[Stored data]
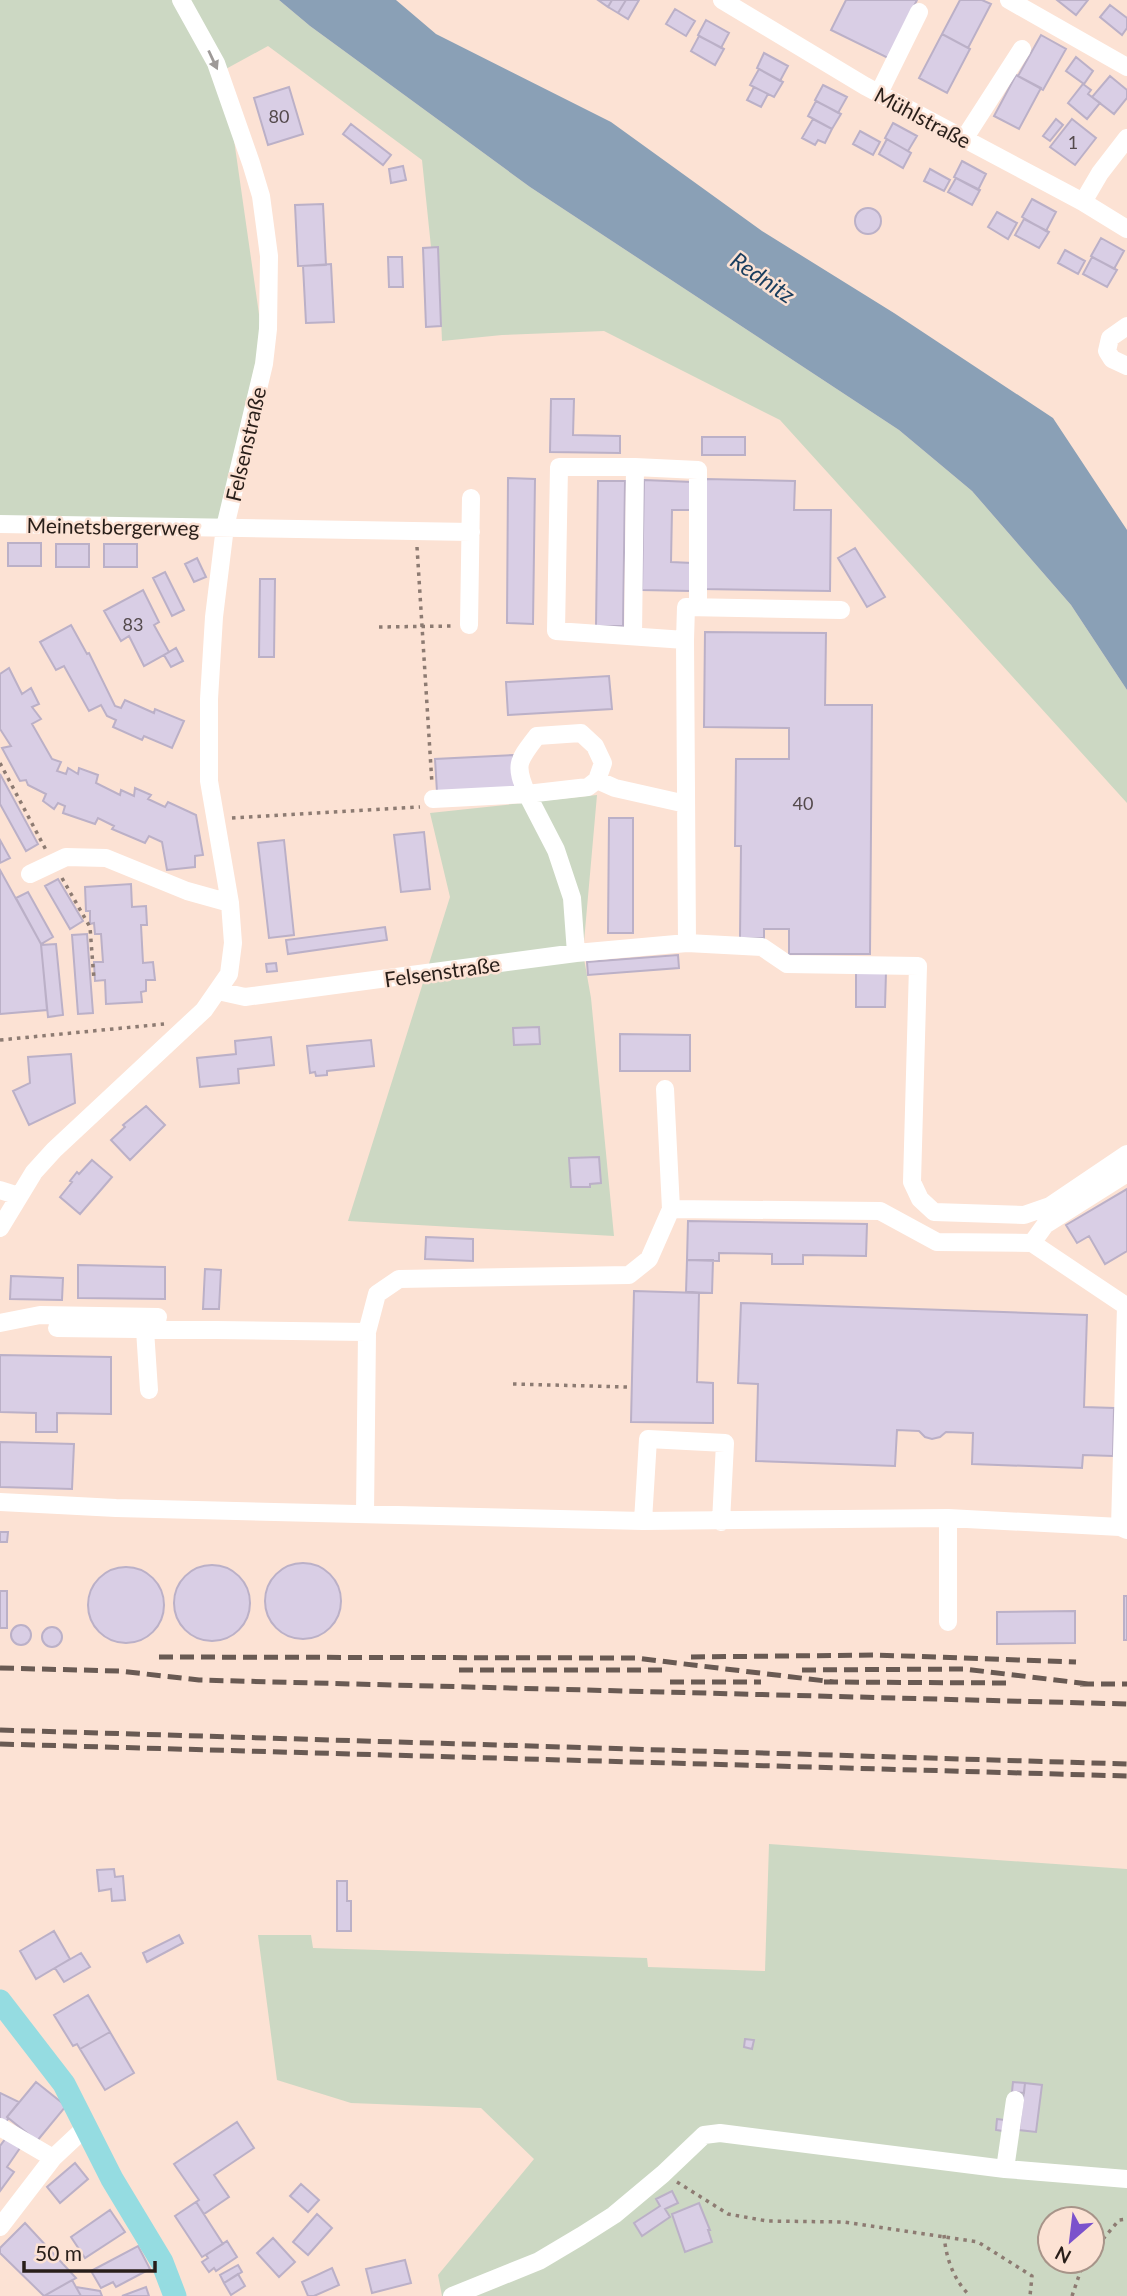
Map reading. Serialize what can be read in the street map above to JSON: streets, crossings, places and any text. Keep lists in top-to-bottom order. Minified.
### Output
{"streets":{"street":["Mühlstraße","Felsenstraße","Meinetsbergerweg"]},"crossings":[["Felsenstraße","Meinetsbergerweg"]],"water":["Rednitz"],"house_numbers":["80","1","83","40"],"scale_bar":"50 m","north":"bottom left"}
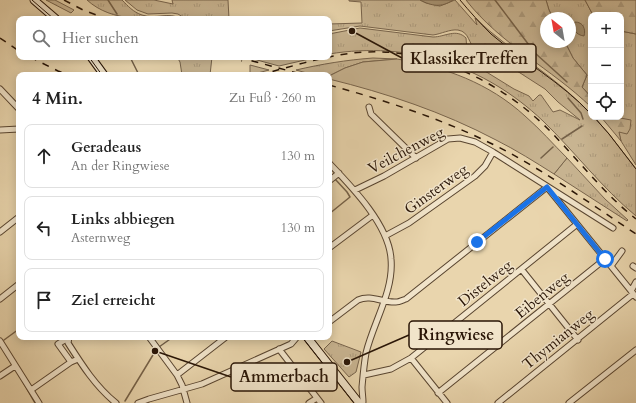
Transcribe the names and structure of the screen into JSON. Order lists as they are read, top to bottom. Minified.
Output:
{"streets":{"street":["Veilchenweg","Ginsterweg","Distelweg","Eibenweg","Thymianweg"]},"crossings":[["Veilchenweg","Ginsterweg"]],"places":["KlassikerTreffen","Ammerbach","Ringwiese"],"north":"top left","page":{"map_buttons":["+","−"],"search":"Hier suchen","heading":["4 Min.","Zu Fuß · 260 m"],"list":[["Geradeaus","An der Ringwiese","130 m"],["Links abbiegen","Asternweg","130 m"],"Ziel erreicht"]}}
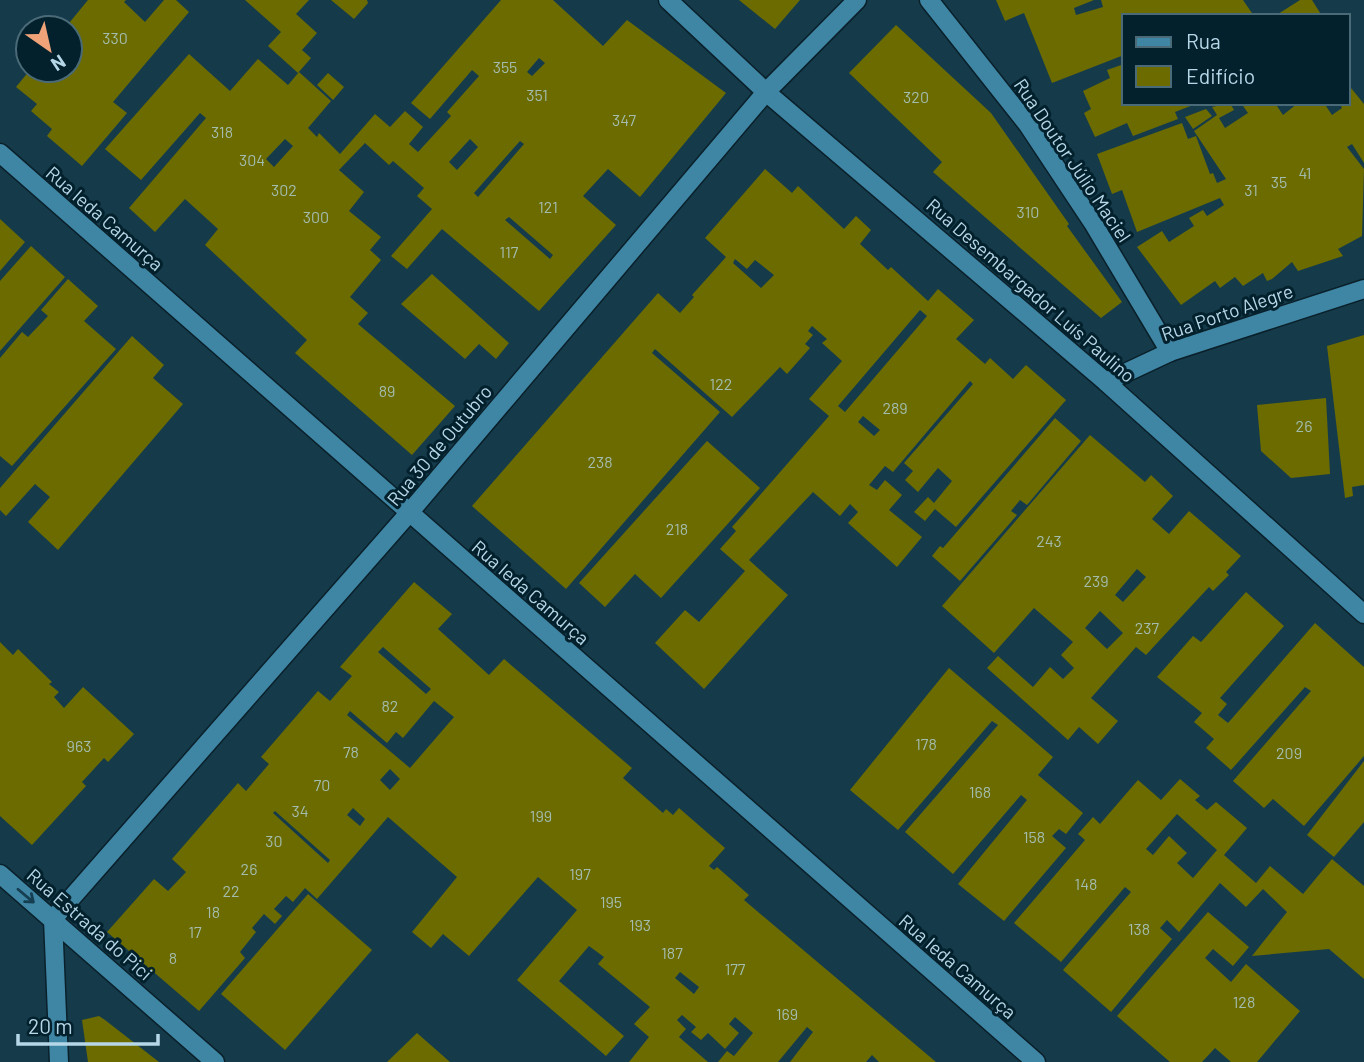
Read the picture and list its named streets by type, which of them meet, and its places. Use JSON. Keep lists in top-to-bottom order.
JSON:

*Your objective*: Write the entries out again word for word. Omit all pictures from them.

*Task output*:
Map reading. Serialize what can be read in the street map above to JSON: streets, crossings, places and any text. Keep lists in top-to-bottom order. Minified.
### Output
{"streets":{"street":["Mühlstraße","Felsenstraße","Meinetsbergerweg"]},"crossings":[["Felsenstraße","Meinetsbergerweg"]],"water":["Rednitz"],"house_numbers":["80","1","83","40"],"scale_bar":"50 m","north":"bottom left"}
Transcribe the names and structure of the screen into JSON. Order lists as they are read, top to bottom. Minified.
Output:
{"streets":{"street":["Veilchenweg","Ginsterweg","Distelweg","Eibenweg","Thymianweg"]},"crossings":[["Veilchenweg","Ginsterweg"]],"places":["KlassikerTreffen","Ammerbach","Ringwiese"],"north":"top left","page":{"map_buttons":["+","−"],"search":"Hier suchen","heading":["4 Min.","Zu Fuß · 260 m"],"list":[["Geradeaus","An der Ringwiese","130 m"],["Links abbiegen","Asternweg","130 m"],"Ziel erreicht"]}}
Read the picture and list its named streets by type, which of them meet, and its places. Use JSON. Keep lists in top-to-bottom order.
JSON:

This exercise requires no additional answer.